Vietnam and Morocco have much more in common than you might initially think.
In the 1940s, as Vietnam's battle for independence was heating up, Moroccan soldiers joined the French army as a means of earning money for their families, reports Al Jazeera.
Once war broke out, France sent its Moroccan soldiers to Southeast Asia to help reassert the country's colonial dominance in the region. For years, these young men fought with the French army against Vietnamese dissidents until France exiled Morocco's King Mohamed V in 1953.
Disillusioned and far from home, some Moroccan soldiers then defected from the French forces and joined Ho Chi Minh's fight for independence, turning their weapons against their former commanders. Once the war had ended, some remained in Vietnam, marrying local women and settling with their families in the north.
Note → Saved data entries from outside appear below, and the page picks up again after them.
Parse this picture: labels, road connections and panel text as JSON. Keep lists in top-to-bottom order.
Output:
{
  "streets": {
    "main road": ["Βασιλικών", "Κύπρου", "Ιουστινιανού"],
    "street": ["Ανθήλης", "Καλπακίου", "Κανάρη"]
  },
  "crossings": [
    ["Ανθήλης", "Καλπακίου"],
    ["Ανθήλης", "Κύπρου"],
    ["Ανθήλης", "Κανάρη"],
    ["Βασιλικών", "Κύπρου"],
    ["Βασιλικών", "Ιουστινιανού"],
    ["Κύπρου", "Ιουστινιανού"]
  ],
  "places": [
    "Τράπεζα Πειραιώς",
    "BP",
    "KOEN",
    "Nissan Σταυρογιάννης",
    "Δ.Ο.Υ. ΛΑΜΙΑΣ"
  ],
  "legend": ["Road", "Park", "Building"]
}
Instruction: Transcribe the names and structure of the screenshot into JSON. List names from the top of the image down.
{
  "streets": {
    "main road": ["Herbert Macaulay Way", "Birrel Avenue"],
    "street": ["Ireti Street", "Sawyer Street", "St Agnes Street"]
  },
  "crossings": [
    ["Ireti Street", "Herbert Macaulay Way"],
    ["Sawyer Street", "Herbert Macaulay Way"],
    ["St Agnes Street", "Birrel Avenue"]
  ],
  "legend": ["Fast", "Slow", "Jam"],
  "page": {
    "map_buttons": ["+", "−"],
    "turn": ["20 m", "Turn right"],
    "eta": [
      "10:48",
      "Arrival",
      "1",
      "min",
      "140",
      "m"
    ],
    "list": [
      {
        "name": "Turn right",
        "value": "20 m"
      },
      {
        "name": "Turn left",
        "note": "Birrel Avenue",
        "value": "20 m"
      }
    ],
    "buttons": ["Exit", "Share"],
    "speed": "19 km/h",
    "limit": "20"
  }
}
As the American War raged on, however, some Moroccans began to return home with their families. Starting in 1972, Moroccan soldiers returned with their wives and children to their hometowns, building a new life in the North African nation.
Al Jazeera's 40 Years of Solitude, a 40-minute documentary on these Moroccan-Vietnamese families, tells the story of both those who left and those who stayed. In Morocco, a small group of now elderly Vietnamese women, many of them widows, continue to live as farmers in the countryside. In Vietnam, however, three families who wish to return to Morocco remain trapped in their small farming communities, unable to prove their Moroccan heritage.